The local constructor sets TopologyMode::Local and creates in process transports. For custom layouts, use TopologyHandler::new or the builder with a Topology.

Generated protocols include helpers under Protocol::topology, including Protocol::topology::handler(role) and Protocol::topology::with_topology(topology, role). These return a TopologyHandler for the selected role.

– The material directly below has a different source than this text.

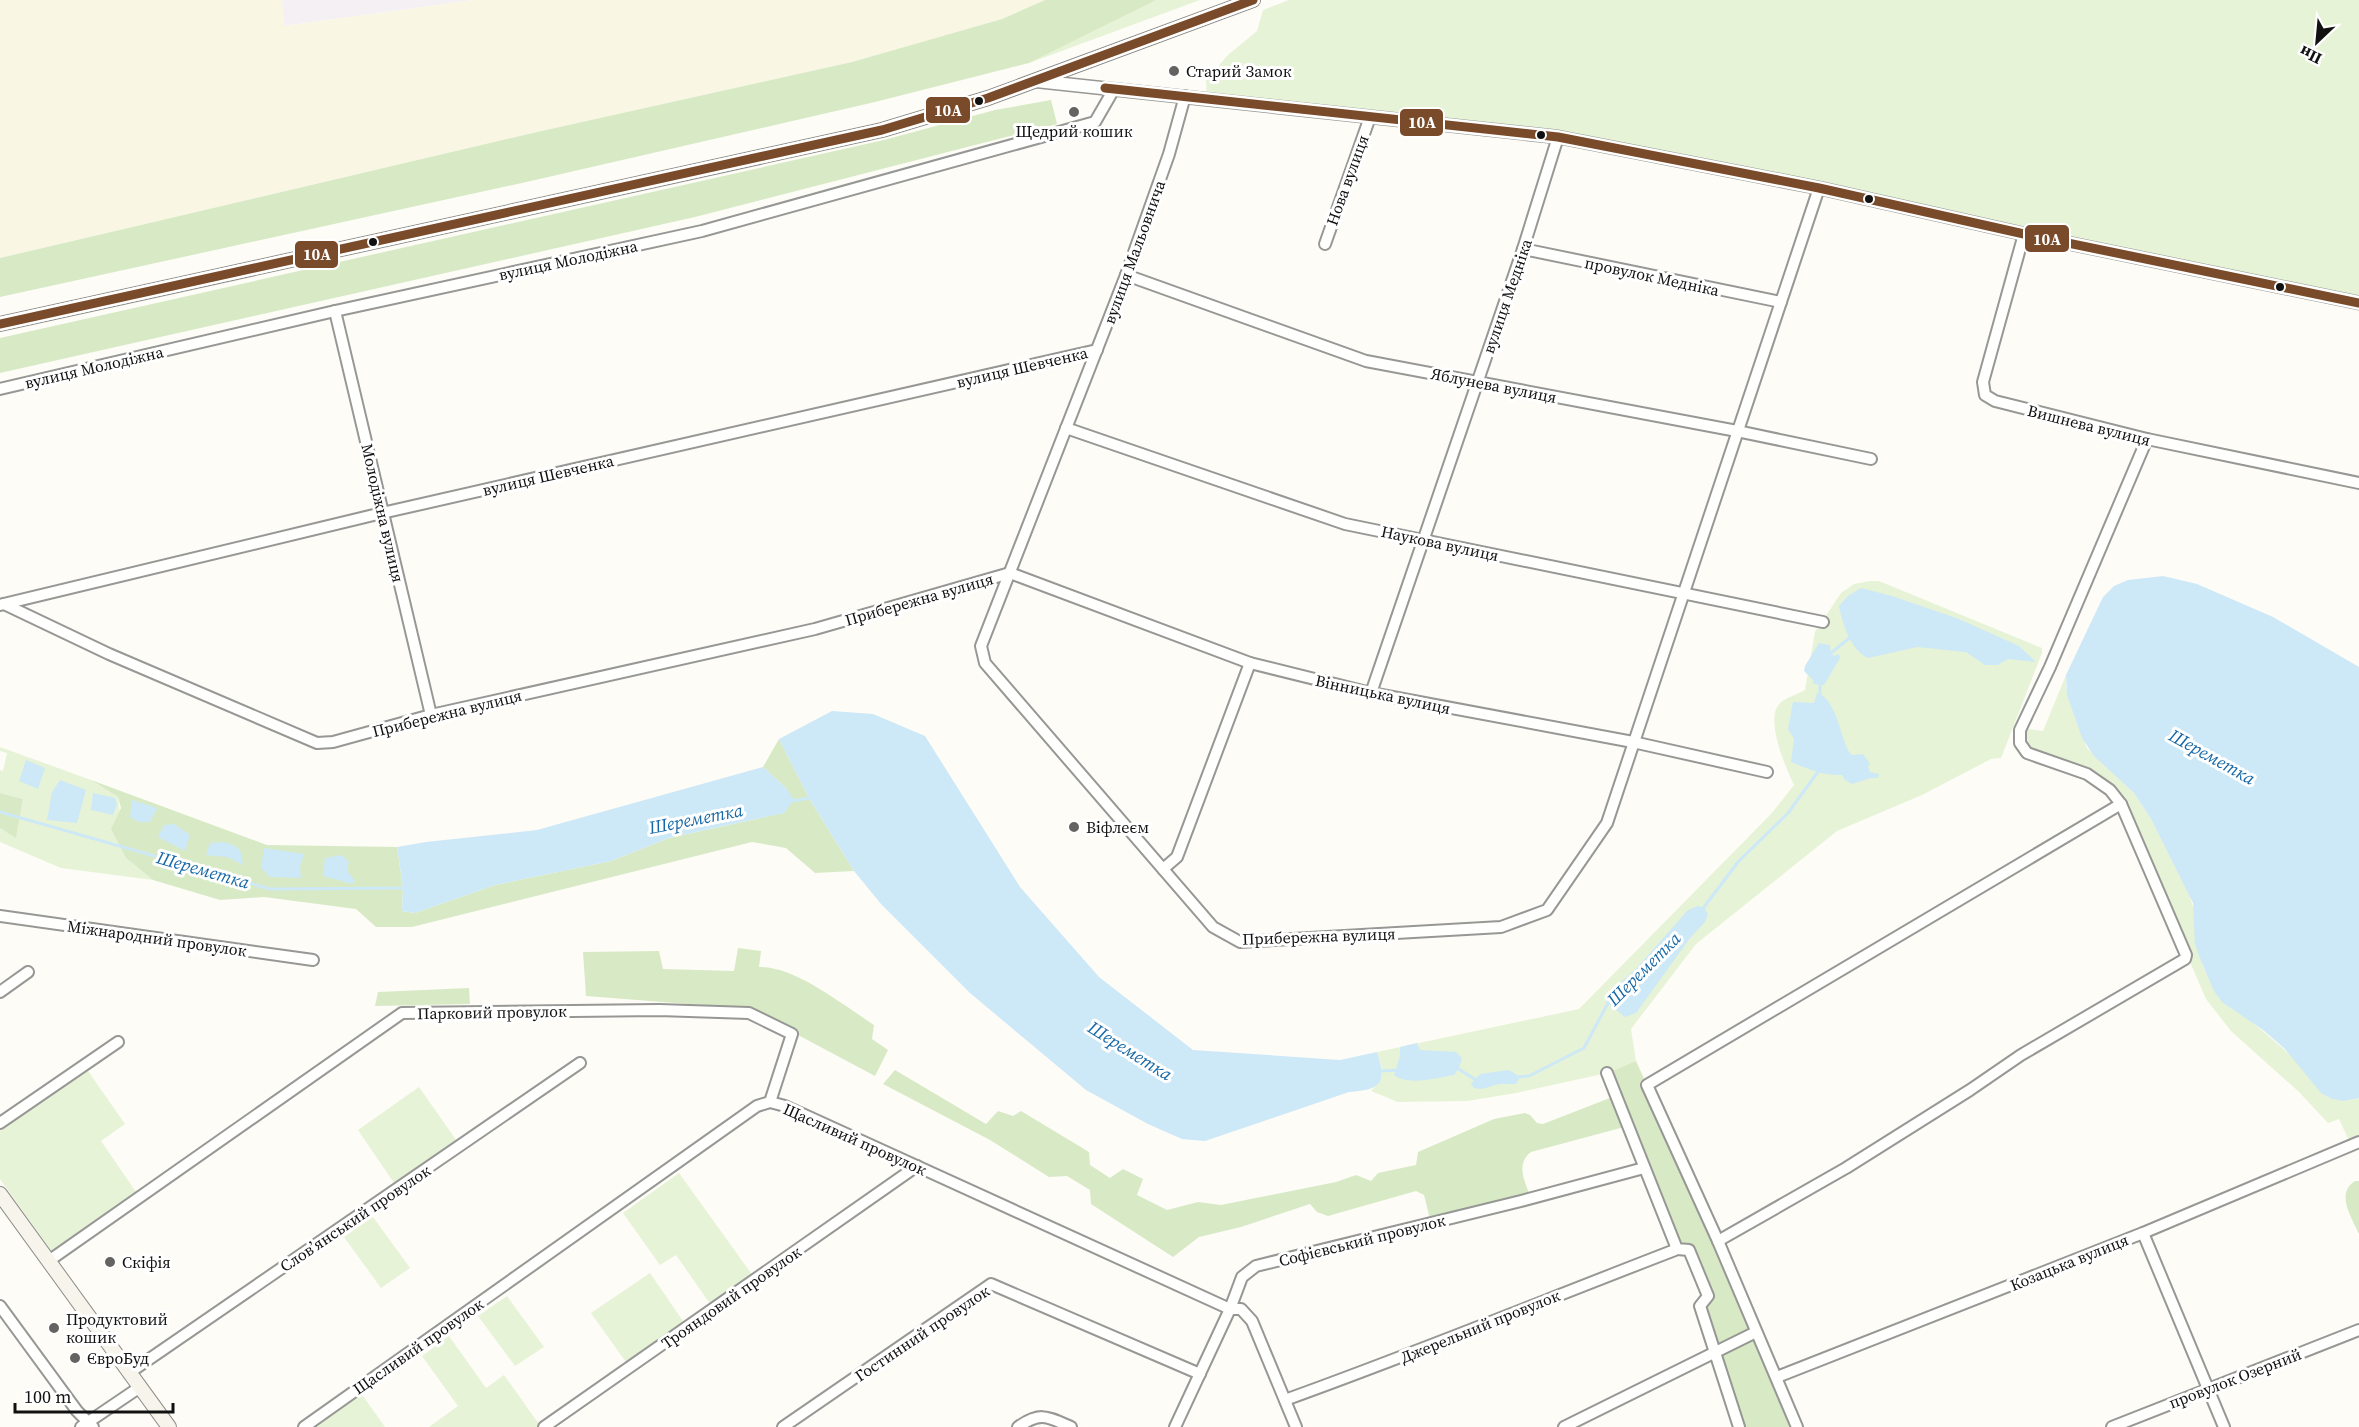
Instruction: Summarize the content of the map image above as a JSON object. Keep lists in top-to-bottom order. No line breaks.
{"streets":{"street":["Нова вулиця","вулиця Мальовнича","вулиця Молодіжна","провулок Медніка","вулиця Медніка","вулиця Шевченка","Яблунева вулиця","Вишнева вулиця","Молодіжна вулиця","Наукова вулиця","Прибережна вулиця","Вінницька вулиця","Міжнародний провулок","Парковий провулок","Щасливий провулок","Словʼянський провулок","Софієвський провулок","Козацька вулиця","Трояндовий провулок","Джерельний провулок","Гостинний провулок","провулок Озерний"]},"crossings":[["вулиця Мальовнича","вулиця Шевченка"],["вулиця Мальовнича","Яблунева вулиця"],["вулиця Мальовнича","Наукова вулиця"],["вулиця Мальовнича","Прибережна вулиця"],["вулиця Мальовнича","Вінницька вулиця"],["вулиця Молодіжна","Молодіжна вулиця"],["провулок Медніка","вулиця Медніка"],["провулок Медніка","Прибережна вулиця"],["вулиця Медніка","Яблунева вулиця"],["вулиця Медніка","Наукова вулиця"],["вулиця Медніка","Вінницька вулиця"],["вулиця Шевченка","Молодіжна вулиця"],["вулиця Шевченка","Прибережна вулиця"],["Яблунева вулиця","Прибережна вулиця"],["Молодіжна вулиця","Прибережна вулиця"],["Наукова вулиця","Прибережна вулиця"],["Прибережна вулиця","Вінницька вулиця"],["Парковий провулок","Щасливий провулок"],["Щасливий провулок","Софієвський провулок"],["Щасливий провулок","Трояндовий провулок"],["Щасливий провулок","Джерельний провулок"],["Софієвський провулок","Гостинний провулок"]],"water":["Шереметка"],"places":["Старий Замок","Щедрий кошик","Віфлеєм","Скіфія","Продуктовий кошик","ЄвроБуд"],"lines":["transit line 10А"],"scale_bar":"100 m","north":"bottom left"}
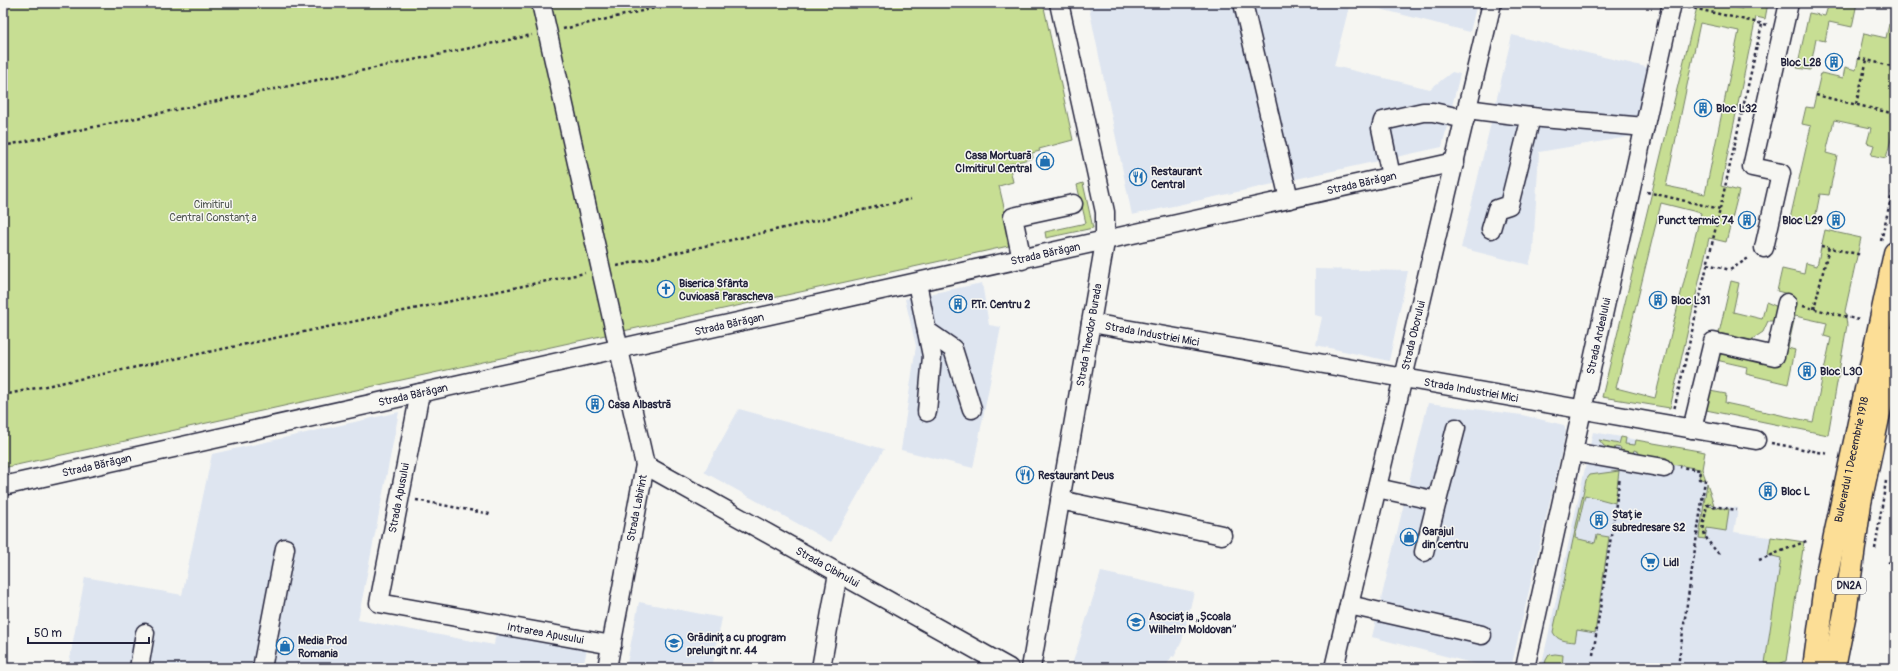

Generated Topology Helper Surface

choreography! emits a topology helper module per protocol. The generated surface follows this shape:

#![allow(unused)]
fn main() {
pub mod topology {
    pub fn handler(role: Role) -> TopologyHandler;
    pub fn with_topology(topology: Topology, role: Role) -> Result<TopologyHandler, String>;

    pub mod topologies {
        pub fn dev() -> Topology;
        pub fn dev_handler(role: Role) -> Result<TopologyHandler, String>;
        pub fn prod() -> Topology;
        pub fn prod_handler(role: Role) -> Result<TopologyHandler, String>;
    }
}
}

handler(role) builds a local topology handler. with_topology(topology, role) validates role coverage and returns a role-bound handler. The topologies submodule is emitted when inline topology definitions are present in the DSL.

Usage pattern:

#![allow(unused)]
fn main() {
let local = MyProtocol::topology::handler(Role::Alice);
let prod = MyProtocol::topology::topologies::prod_handler(Role::Alice)?;
let custom = MyProtocol::topology::with_topology(custom_topology, Role::Alice)?;
}

This pattern shows local default setup, named topology setup, and custom topology setup in one place.

Transport Selection

Transport selection is based on role locations.

#![allow(unused)]
fn main() {
use telltale_choreography::topology::{TransportFactory, TransportType};

let transport_type = TransportFactory::transport_for_location(
    &RoleName::from_static("Alice"),
    &RoleName::from_static("Bob"),
    &topology,
)?;
assert!(matches!(transport_type, TransportType::Tcp));
}

TransportFactory::create currently returns an InMemoryChannelTransport for all modes. The TransportType value signals intent but remote transports are placeholders.

Lean Correspondence

The Lean formalization for topology is in lean/Protocol/Spatial.lean. Projection correctness does not depend on topology data, so location checks are enforced during deployment instead of compilation.

See Choreographic DSL for role declarations and Choreography Effect Handlers for choreography handler usage patterns.